A. Heatmap of k-Means clustering of variably expressed genes in ESCs, EpiLCs, and 4TF-induced D2/4/6PGCLCs (n = 500, k = 4). Genes were grouped into four clusters (“C1–4”) on the basis of expression similarity. B. Biological process GO term analysis of Cluster 4 (C4). Terms of germ cell development (highlighted by red) was highly enriched for terms in C4. C. Heatmap showing the average GSVA enrichment score of selected germ cell development pathways. D. Representative GSEA enrichment plots depicting significant enrichment of germ cell signatures in D6PGCLCs compared with ESCs. E. Heatmap of representative gene expression of pluripotency and germ cells among ESCs, EpiLCs and PGCLCs.

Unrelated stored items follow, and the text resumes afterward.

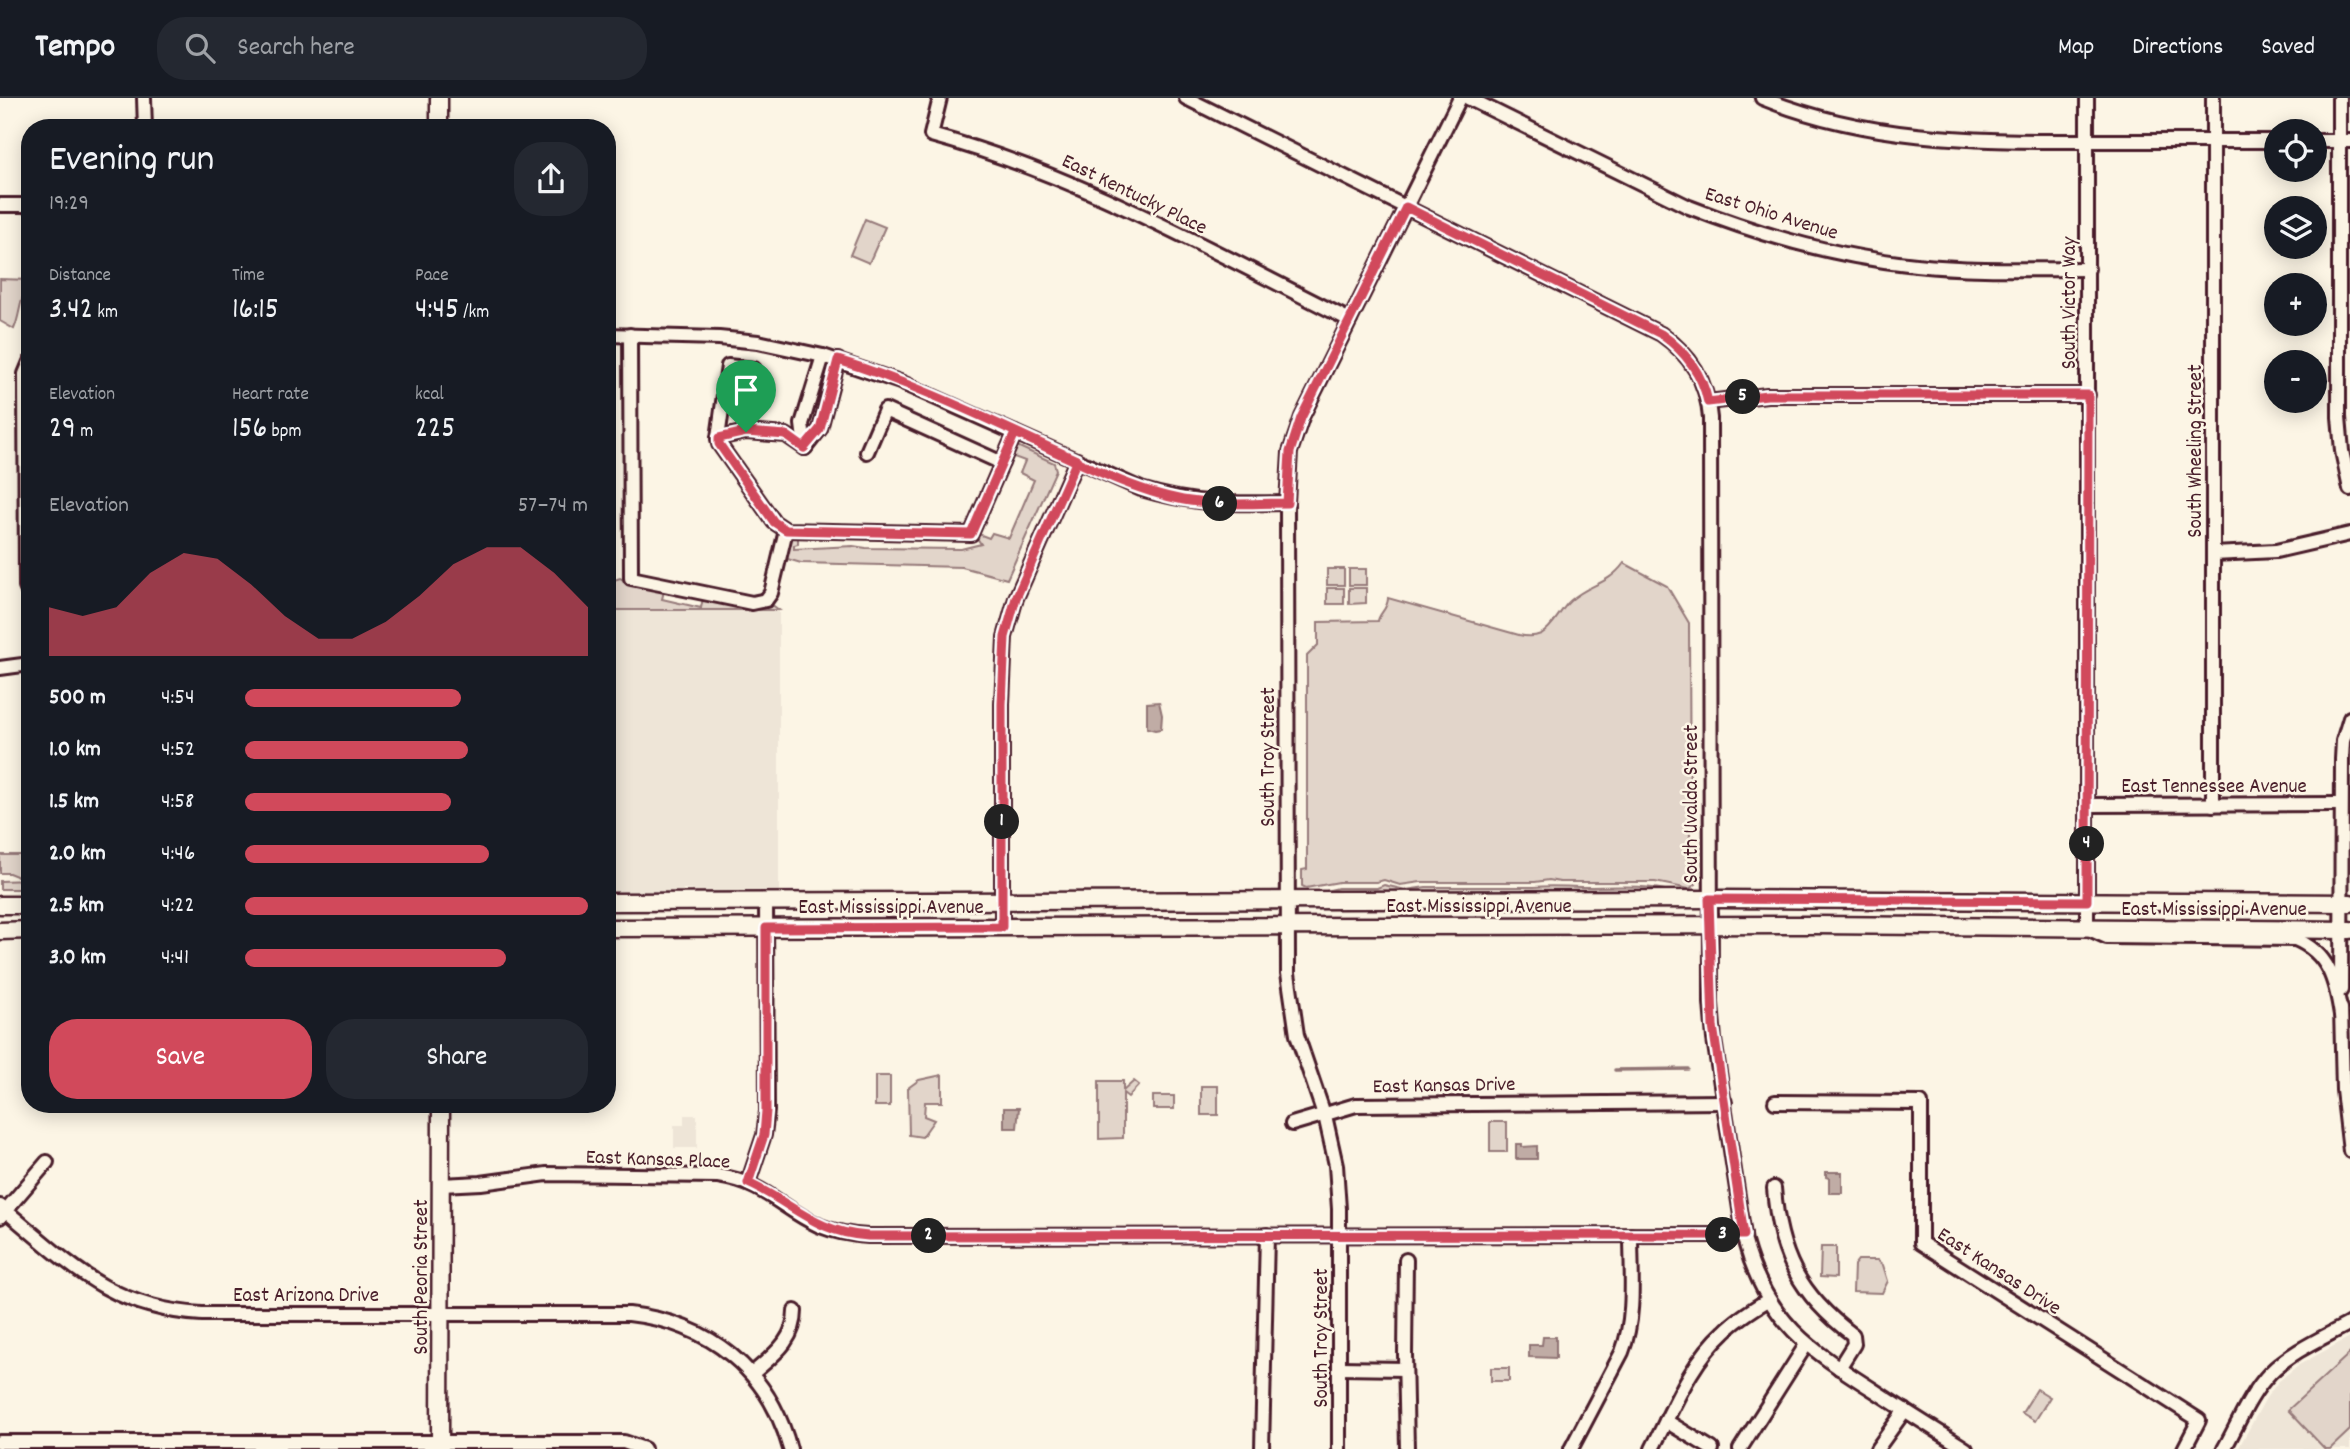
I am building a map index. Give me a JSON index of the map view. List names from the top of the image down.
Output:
{
  "streets": {
    "main road": ["East Mississippi Avenue", "South Peoria Street"],
    "street": [
      "East Kentucky Place",
      "East Ohio Avenue",
      "South Victor Way",
      "South Wheeling Street",
      "South Troy Street",
      "East Tennessee Avenue",
      "South Uvalda Street",
      "East Kansas Drive",
      "East Kansas Place",
      "East Arizona Drive"
    ]
  },
  "crossings": [
    ["East Kentucky Place", "South Troy Street"],
    ["East Ohio Avenue", "South Victor Way"],
    ["South Victor Way", "East Tennessee Avenue"],
    ["South Victor Way", "East Mississippi Avenue"],
    ["South Wheeling Street", "East Tennessee Avenue"],
    ["South Troy Street", "South Uvalda Street"],
    ["South Troy Street", "East Mississippi Avenue"],
    ["South Troy Street", "East Kansas Drive"],
    ["South Troy Street", "East Kansas Place"],
    ["South Uvalda Street", "East Mississippi Avenue"],
    ["South Uvalda Street", "East Kansas Drive"],
    ["South Uvalda Street", "East Kansas Place"],
    ["East Kansas Place", "South Peoria Street"],
    ["South Peoria Street", "East Arizona Drive"]
  ],
  "page": {
    "header": "Tempo",
    "search": "Search here",
    "nav": ["Map", "Directions", "Saved"],
    "map_buttons": ["+", "−"],
    "heading": ["Evening run", "19:29"],
    "stats": [
      ["Distance", "3.42 km"],
      ["Time", "16:15"],
      ["Pace", "4:45 /km"],
      ["Elevation", "29 m"],
      ["Heart rate", "156 bpm"],
      ["kcal", "225"]
    ],
    "pins": [
      "5",
      "6",
      "1",
      "4",
      "3",
      "2"
    ],
    "chart": ["Elevation", "57–74 m"],
    "list": [
      {
        "name": "500 m",
        "note": "4:54"
      },
      {
        "name": "1.0 km",
        "note": "4:52"
      },
      {
        "name": "1.5 km",
        "note": "4:58"
      },
      {
        "name": "2.0 km",
        "note": "4:46"
      },
      {
        "name": "2.5 km",
        "note": "4:22"
      },
      {
        "name": "3.0 km",
        "note": "4:41"
      }
    ],
    "buttons": ["Save", "Share"]
  }
}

Further differentiation of 4TF-induced PGCLCs in vitro

We next examined the potential of PGCLCs to differentiate into advanced stages in vitro. D6PGCLCs (Stella-eGFP⁺ cells) were aggregated with dissociated neonatal testicular cells from germ cell deficient Kit^W/Wv mice in U bottom 96-well plates. Then, the cell aggregates were transferred to a trans-well plate and cultured in medium containing GNDF and bFGF that are essential for promoting spermatogonial growth (43) (Fig. 4A). After a two-week induction period, we conducted immunofluorescence (IF) staining to assess whether the aggregates express late PGC or spermatogonia proteins. We detected cell clusters that expressed NANOS3, DAZL and DDX4 within the aggregates (Figs. 4B). Over 70% of DDX4-positive cells also expressed GCNA (Germ cell nuclear antigen) (Fig. 4C), a robust marker of germ cells from E11 onwards (44,45). Interestingly, certain DDX4-positive cells also contained the spermatogonial marker PLZF (formally ZBTB16; Zinc finger and BTB domain-containing protein 16) (46) but not the Sertoli cell marker SOX9 (Fig. 4C). To test whether the germ cells can developed into advanced stages, the aggregates were cultured using a gas-liquid interphase method for an additional week in the medium containing KSR (knockout serum replacement) at 34°C (Fig. 4A) (47). Interestingly, cells expressing both GCNA and STRA8 were identified in the aggregates (Fig. 4D). These data suggest that the 4TF-induced PGCLCs have the capacity of further development in vitro.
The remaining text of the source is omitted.